Instructions to follow: Repeat exactly the lines of the listing below, please, starting with the first and ending with the line containing "Summarize the content of the image"; leave out the rest.

-- Given records follows --

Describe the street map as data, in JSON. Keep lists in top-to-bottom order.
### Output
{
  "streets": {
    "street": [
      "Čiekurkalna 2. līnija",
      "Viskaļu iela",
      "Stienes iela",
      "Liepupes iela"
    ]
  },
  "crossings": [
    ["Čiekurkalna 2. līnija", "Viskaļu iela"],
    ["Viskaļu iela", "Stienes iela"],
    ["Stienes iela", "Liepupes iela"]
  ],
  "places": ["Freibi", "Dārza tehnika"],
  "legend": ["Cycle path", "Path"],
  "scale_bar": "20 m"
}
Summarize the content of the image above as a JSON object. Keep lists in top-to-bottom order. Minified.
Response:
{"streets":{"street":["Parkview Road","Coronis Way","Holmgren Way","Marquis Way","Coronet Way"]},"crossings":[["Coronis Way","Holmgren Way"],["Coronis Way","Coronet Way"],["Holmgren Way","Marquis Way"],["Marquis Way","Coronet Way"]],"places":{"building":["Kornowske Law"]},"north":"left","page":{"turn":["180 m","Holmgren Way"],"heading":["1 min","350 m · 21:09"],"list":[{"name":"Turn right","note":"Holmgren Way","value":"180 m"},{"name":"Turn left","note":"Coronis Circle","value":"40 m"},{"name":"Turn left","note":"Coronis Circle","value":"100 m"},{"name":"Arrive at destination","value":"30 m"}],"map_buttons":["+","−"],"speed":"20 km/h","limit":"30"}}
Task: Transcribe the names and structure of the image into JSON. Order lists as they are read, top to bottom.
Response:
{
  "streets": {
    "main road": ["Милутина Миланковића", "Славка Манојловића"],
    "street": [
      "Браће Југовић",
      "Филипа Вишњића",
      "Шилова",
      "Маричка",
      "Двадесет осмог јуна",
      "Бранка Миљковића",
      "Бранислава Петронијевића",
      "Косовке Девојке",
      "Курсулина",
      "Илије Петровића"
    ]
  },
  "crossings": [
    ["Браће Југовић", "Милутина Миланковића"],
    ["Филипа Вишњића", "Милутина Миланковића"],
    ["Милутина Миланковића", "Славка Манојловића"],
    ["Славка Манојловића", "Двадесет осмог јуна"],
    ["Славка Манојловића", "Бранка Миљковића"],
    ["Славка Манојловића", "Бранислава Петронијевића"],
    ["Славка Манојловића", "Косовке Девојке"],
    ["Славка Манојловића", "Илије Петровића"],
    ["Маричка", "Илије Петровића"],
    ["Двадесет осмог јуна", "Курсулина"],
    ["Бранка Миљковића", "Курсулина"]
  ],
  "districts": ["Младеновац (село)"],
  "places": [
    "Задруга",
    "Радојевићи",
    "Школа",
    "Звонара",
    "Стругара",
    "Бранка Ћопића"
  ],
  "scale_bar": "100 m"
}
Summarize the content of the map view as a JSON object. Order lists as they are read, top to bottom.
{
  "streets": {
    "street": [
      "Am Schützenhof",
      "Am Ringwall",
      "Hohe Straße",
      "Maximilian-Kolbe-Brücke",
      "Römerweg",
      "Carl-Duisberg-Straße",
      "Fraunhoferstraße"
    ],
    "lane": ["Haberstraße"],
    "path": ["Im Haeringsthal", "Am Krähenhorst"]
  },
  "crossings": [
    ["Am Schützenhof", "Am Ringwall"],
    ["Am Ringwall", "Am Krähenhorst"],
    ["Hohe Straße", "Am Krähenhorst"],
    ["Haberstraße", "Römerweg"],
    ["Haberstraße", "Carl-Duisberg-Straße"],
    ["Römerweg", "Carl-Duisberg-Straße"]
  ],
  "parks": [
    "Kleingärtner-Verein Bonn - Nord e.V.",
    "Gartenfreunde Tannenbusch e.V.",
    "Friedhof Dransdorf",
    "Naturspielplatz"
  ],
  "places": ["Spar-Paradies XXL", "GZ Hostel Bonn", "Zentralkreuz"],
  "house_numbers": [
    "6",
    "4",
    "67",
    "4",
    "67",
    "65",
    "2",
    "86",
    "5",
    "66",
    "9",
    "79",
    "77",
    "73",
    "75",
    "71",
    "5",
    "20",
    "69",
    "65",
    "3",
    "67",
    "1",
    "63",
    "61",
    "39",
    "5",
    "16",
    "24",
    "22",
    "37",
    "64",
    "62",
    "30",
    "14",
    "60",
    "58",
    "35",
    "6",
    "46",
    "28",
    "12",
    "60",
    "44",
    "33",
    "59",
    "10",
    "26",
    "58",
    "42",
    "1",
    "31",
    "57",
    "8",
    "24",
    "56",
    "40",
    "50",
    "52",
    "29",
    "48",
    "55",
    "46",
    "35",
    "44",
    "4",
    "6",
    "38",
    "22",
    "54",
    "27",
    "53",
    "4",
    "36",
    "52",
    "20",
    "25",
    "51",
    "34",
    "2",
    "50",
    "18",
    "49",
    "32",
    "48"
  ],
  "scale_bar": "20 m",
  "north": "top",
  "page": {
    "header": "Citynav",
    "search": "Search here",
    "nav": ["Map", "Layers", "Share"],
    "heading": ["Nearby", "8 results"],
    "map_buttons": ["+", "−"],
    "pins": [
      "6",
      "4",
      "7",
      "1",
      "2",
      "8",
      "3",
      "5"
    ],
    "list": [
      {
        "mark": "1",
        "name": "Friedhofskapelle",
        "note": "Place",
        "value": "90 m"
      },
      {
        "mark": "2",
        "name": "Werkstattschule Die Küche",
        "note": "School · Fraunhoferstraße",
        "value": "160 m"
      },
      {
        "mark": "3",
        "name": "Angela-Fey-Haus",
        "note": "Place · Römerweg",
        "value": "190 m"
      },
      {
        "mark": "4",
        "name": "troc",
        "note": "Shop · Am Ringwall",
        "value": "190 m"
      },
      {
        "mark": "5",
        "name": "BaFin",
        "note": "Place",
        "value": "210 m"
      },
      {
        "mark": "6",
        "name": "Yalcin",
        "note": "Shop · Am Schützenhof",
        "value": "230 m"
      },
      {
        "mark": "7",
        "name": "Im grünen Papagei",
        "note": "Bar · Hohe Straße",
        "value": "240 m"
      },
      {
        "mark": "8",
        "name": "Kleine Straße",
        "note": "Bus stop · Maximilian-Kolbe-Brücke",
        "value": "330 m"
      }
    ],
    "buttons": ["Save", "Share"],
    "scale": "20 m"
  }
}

-- Given records concluded --

Output of the exercise:
Describe the street map as data, in JSON. Keep lists in top-to-bottom order.
### Output
{
  "streets": {
    "street": [
      "Čiekurkalna 2. līnija",
      "Viskaļu iela",
      "Stienes iela",
      "Liepupes iela"
    ]
  },
  "crossings": [
    ["Čiekurkalna 2. līnija", "Viskaļu iela"],
    ["Viskaļu iela", "Stienes iela"],
    ["Stienes iela", "Liepupes iela"]
  ],
  "places": ["Freibi", "Dārza tehnika"],
  "legend": ["Cycle path", "Path"],
  "scale_bar": "20 m"
}
Summarize the content of the image above as a JSON object. Keep lists in top-to-bottom order. Minified.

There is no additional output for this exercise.